Mieux qu'un long discours, ces chiffres expriment l'engouement que suscite le Cayenne. Fort de ce succès, la marque n'a cessé de choyer sa clientèle en peaufinant son esthétique et sa technologie afin de le rendre plus efficace. C'est ainsi que, par des configurations qui ont toutes leurs spécificités et une clientèle bien particulière, la famille Cayenne compte désormais sept versions basées sur une plate-forme commune. De quoi répondre au mieux à une demande exceptionnellement large. Et depuis février 2009, une nouveauté majeure qui en a surpris plus d'un et qui a fait couler beaucoup d'encre a fait son apparition : le Cayenne diesel.
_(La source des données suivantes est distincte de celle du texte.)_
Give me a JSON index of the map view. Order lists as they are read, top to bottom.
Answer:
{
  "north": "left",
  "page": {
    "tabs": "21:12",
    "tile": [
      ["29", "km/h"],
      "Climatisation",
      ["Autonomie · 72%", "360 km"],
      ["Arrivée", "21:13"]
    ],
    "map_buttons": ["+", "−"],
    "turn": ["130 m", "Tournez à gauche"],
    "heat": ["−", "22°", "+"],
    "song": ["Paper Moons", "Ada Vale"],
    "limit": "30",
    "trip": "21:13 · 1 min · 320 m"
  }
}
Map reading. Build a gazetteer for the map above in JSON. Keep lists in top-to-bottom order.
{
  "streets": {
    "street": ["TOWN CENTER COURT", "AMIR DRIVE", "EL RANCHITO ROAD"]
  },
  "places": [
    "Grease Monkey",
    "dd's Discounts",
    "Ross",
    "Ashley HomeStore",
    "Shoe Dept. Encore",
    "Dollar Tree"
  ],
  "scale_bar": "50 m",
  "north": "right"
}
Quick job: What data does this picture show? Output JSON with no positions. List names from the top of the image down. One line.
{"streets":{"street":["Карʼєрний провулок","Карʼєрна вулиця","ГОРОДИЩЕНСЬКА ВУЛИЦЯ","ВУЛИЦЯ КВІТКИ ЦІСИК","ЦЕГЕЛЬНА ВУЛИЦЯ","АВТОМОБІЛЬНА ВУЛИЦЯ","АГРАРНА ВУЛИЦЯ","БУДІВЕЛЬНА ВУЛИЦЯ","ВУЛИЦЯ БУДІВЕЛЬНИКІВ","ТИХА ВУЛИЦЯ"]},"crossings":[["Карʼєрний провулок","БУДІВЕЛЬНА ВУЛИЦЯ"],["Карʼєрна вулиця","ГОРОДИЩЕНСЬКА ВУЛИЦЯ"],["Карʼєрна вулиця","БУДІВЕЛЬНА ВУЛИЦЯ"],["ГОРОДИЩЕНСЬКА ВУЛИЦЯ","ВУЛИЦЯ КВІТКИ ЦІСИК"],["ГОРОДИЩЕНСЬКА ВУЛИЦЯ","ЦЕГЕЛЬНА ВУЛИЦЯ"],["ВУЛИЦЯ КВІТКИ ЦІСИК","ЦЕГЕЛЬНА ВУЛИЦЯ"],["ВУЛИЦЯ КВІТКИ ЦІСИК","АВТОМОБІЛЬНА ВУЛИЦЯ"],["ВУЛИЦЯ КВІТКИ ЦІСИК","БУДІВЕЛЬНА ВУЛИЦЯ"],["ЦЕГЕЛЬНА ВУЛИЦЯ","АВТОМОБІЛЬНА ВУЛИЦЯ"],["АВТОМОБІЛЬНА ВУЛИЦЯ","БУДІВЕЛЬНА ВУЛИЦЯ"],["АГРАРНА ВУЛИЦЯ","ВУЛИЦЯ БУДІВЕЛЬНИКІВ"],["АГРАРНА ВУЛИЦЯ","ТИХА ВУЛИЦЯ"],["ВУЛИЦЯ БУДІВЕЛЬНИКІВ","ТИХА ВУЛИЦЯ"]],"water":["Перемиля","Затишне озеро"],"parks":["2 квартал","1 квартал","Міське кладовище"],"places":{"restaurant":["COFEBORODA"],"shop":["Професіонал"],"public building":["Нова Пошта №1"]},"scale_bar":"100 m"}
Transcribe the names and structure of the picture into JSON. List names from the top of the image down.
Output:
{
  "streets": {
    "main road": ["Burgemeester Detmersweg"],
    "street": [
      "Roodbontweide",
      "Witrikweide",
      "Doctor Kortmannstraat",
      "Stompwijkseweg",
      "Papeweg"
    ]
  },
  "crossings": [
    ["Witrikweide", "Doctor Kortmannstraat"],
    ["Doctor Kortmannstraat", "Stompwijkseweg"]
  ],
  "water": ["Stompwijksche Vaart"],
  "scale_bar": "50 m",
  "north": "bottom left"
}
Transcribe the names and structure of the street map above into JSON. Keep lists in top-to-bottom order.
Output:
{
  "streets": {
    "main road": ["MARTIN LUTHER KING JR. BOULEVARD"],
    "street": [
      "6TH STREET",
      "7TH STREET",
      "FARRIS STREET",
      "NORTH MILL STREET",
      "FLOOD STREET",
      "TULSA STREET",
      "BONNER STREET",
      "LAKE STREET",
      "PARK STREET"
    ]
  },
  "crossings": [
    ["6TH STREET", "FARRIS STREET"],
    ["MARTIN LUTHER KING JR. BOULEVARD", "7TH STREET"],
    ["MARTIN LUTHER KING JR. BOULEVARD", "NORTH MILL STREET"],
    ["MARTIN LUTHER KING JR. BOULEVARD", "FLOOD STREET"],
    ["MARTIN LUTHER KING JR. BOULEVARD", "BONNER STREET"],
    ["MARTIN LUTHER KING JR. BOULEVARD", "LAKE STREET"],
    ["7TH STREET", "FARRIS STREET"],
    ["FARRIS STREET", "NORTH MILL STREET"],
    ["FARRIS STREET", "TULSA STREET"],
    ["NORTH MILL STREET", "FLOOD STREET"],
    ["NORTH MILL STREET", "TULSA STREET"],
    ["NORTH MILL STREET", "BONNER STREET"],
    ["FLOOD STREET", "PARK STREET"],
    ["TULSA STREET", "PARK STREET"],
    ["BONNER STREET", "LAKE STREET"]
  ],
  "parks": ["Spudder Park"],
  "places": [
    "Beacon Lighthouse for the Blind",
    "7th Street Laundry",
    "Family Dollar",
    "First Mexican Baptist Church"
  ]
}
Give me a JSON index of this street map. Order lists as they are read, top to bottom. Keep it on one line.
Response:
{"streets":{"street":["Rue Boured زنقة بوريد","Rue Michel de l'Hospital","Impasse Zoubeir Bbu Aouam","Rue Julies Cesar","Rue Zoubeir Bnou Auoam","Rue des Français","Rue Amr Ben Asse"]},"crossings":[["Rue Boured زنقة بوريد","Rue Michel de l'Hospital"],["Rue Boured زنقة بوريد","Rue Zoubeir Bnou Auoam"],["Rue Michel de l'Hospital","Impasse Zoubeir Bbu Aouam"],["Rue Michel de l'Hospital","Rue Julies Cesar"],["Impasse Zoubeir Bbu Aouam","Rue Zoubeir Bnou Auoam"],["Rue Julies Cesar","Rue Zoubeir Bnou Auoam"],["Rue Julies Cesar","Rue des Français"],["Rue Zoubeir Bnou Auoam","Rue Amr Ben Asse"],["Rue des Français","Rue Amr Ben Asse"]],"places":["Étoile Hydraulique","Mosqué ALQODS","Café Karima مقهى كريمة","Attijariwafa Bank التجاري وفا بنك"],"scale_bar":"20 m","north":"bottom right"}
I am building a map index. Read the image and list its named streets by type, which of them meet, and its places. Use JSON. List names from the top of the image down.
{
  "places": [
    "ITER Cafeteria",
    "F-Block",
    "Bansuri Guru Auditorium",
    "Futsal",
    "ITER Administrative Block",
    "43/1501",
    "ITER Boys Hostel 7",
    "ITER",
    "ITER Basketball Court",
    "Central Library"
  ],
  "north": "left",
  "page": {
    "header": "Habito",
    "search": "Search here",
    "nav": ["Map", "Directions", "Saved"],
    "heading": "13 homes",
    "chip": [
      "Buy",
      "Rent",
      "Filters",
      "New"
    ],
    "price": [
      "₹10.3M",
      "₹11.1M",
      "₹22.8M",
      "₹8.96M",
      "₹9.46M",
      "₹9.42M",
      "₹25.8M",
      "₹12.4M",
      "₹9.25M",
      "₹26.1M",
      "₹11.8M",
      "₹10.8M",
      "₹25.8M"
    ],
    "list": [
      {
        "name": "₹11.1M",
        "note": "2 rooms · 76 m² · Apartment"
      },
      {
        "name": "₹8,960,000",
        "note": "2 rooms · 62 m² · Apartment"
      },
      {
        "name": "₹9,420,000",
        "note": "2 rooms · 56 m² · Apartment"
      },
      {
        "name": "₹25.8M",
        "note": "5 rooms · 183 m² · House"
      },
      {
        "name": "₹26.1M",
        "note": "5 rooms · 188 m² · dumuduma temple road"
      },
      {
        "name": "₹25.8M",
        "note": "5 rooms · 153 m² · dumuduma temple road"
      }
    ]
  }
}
Un diesel chez Porsche !? C'était selon les puritstes, sinon un crime de lèse-majesté, en tout cas un choix contre nature, incompatible avec l'image Porsche. Pour expliquer ce choix, la direction du constructeur a mis en avant un constat qui ne peut être critiqué : l'environnement économique ne cesse d'évoluer et les réalités d'aujourd'hui ne sont plus celles d'hier. Et s'il est vrai que le Cayenne connaît un beau succès commercial depuis son lancement, il se devait d'évoluer pour préserver la bonne santé de la gamme tout en répondant aux exigences environnementales actuelles. Car c'est bien l'atout n°1 du Cayenne Diesel : permettre à Porsche de poursuivre de façon résolue son offensive pour une réduction de la consommation. Du reste, et qui s'en plaindra, l'introduction de cette motorisation se justifie aussi par la modification d'une législation qui permet d'alléger la charge fiscale appliquée au segment des SUV à caractère sportif.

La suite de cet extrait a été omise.